Diary Entry: “On Monday, November 2nd, 1789, Having lines, we proceeded to the fishing banks a little without the harbor and fished for Cod; but it not being proper time of the tide, we only cauhgt two, with w’ch, about 1 o’clock, we returned to town.”
Theodore “Teddy” Roosevelt
Despite being a conservationist and founding member of the Boone & Crockett Club, President Roosevelt was also a passionate hunter. He viewed hunting as both a sport, and as a way to learn more about nature and the Great Outdoors. After leaving the Oval Office, President Roosevelt embarked on the Smithsonian-Roosevelt African Expedition. During this time, Roosevelt and his companions hunted, trapped and documented approximately 11,400 animals, from insects and moles to hippos and elephants. In addition to his hunting adventures, President Roosevelt penned many books and was a lifetime member of the National Rife Association.

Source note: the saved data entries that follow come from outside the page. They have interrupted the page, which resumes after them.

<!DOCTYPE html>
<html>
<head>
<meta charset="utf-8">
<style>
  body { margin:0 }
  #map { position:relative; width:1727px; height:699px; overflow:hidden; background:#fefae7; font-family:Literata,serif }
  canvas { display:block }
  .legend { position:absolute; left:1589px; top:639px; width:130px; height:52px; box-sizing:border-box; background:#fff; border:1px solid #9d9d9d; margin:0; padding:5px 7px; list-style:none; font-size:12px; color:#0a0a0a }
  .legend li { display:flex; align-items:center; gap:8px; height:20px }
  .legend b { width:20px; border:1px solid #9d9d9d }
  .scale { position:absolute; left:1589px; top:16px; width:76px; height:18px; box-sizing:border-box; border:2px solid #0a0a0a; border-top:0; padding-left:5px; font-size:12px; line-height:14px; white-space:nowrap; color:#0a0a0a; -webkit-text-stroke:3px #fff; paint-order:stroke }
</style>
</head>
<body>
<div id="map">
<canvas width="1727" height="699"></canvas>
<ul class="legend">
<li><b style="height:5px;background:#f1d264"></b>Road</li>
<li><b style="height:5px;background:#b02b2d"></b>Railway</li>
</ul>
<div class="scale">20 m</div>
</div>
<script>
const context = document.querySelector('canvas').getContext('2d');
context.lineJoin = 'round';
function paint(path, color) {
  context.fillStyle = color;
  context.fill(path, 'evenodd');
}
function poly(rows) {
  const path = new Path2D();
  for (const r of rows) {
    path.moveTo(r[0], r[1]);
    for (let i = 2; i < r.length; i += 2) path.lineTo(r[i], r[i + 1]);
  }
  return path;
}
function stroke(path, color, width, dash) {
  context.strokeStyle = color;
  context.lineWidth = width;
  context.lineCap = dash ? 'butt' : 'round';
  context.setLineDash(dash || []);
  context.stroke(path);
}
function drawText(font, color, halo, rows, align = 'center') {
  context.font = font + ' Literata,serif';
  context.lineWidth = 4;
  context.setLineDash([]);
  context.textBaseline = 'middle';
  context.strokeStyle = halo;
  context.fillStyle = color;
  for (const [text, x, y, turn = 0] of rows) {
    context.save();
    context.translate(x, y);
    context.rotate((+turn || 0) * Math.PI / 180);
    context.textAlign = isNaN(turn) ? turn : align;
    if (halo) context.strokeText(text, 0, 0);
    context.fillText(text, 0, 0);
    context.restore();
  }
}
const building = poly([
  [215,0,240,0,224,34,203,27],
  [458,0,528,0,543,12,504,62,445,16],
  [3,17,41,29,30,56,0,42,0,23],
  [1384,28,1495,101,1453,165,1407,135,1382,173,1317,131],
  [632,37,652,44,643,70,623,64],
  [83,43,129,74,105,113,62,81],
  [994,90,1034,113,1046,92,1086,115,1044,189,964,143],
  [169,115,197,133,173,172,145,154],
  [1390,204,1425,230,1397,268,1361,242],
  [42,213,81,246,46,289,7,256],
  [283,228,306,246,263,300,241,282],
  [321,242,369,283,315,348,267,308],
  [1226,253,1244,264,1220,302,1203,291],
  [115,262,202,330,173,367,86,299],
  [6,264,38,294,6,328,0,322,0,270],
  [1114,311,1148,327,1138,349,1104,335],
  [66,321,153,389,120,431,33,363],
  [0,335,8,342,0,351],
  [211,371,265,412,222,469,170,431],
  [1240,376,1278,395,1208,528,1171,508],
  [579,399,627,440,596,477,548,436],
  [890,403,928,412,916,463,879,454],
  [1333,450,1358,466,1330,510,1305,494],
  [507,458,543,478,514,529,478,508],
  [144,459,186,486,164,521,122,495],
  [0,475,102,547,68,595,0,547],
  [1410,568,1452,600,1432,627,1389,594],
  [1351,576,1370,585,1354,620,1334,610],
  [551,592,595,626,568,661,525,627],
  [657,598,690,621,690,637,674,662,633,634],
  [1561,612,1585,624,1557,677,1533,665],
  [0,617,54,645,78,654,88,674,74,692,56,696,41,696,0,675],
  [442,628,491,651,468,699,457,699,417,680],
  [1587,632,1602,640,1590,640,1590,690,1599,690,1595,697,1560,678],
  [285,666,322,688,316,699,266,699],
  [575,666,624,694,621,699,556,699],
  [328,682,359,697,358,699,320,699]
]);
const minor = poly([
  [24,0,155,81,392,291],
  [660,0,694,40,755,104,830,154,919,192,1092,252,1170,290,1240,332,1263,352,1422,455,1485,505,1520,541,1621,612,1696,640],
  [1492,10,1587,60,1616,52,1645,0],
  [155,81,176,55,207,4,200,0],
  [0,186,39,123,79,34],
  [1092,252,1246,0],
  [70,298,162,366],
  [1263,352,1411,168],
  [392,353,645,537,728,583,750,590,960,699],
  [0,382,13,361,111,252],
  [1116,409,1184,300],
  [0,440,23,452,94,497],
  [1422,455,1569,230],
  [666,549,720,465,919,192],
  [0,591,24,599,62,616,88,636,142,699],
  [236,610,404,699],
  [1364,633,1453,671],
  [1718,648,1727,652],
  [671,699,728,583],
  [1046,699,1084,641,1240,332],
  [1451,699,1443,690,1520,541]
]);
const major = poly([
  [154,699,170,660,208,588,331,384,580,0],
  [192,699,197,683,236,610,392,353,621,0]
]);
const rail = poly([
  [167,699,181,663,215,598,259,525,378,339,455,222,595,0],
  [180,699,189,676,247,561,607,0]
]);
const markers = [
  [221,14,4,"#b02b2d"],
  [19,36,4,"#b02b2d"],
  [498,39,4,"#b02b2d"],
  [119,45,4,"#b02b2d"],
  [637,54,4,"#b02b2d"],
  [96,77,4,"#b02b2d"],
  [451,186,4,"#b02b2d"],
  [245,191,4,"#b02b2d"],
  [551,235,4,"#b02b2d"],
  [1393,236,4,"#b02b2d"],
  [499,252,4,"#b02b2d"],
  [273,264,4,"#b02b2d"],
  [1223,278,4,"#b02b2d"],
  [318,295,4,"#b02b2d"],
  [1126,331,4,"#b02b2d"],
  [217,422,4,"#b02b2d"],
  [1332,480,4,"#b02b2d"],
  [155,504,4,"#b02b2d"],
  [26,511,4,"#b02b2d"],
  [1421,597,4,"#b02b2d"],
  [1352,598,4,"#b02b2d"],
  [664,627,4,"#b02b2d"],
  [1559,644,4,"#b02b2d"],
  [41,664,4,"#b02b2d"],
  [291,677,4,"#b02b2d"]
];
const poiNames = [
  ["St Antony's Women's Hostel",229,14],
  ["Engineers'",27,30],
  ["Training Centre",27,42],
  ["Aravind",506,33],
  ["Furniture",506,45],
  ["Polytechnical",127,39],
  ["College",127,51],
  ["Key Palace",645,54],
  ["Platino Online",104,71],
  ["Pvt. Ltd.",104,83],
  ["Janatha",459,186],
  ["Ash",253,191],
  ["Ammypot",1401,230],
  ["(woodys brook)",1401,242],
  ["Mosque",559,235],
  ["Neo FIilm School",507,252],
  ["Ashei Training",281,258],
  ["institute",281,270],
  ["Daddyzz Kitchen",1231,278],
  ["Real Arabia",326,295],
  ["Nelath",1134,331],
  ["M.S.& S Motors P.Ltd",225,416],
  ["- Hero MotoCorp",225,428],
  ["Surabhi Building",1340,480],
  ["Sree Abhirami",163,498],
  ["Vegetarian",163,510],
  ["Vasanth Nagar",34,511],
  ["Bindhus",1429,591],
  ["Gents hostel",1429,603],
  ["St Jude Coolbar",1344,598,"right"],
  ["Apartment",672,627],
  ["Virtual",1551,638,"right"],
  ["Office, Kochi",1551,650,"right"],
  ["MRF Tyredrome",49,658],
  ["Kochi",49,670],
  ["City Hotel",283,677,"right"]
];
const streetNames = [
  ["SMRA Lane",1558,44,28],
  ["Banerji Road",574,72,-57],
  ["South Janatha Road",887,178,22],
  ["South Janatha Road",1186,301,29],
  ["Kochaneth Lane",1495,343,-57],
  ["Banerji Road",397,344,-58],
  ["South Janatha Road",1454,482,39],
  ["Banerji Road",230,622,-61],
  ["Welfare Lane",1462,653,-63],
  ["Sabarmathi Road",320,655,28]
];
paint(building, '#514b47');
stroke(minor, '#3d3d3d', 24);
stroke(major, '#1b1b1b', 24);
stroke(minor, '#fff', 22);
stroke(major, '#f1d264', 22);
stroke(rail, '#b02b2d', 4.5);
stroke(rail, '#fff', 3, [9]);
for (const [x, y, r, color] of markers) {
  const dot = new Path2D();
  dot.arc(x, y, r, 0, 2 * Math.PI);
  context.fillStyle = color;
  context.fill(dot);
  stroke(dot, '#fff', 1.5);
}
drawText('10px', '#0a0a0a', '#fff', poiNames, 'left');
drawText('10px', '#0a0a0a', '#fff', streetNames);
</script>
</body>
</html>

Famous Quote: “In a civilized and cultivated country wild animals only continue to exist at all when preserved by sportsmen.The excellent people who protest against all hunting, and consider sportsmen as enemies of wild life, are ignorant of the fact that in reality the genuine sportsman is by all odds the most important factor in keeping the larger and more valuable wild creatures from total extermination.”
Known as our 34th President and one of the nation’s greatest Generals, President Eisenhower was also a passionate fisherman. As a boy in Kansas, he fished Mud Creek where he caught sunfish, bullhead, carp and drum. According to the book “Fishing with Presidents” by Bill Mares, Eisenhower continued his love of fishing during his presidency and took over 40 fishing trips during his 8-year run in office.
Famous Quote: “There are three (sports) that I like all for the same reason — golf, fishing, and shooting — because they take you into the fields. They induce you to take at any one time two to three hours, when you are thinking of the bird or ball or the wily trout. Now, to my mind, it is a very healthful, beneficial kind of thing, and I do it whenever I get a chance.”
From his childhood in Georgia to his days as President, Jimmy Carter always found time to enjoy nature and the Great Outdoors. President Carter loved everything from bird hunting to fishing. One of Carter’s most memorable fishing trips occurred when he was fishing in his hometown of Plains, Georgia. According to President Carter, a rabbit being chased by dogs “jumped in the water and swarm toward my boat. When he got almost there, I splashed some water with a paddle.” When Carter returned to his office, his staff did not believe his story. However, the fishing trip and incident was captured by a White House photographer, and was later dubbed the “killer rabbit attack” by media.
Famous Quote: “I have used weapons since I was big enough to carry one, and now own two handguns, four shotguns, and three files, two with scopes. I use them carefully, for hunting game from our family woods and fields, and occasionally for hunting with my family and friends in other places. We cherish the right to own a gun and some of my hunting companions like to collect rare weapons. One of them is a superb craftsman who makes muzzle-loading rifles, one of which I displayed for four years in my private White House office.”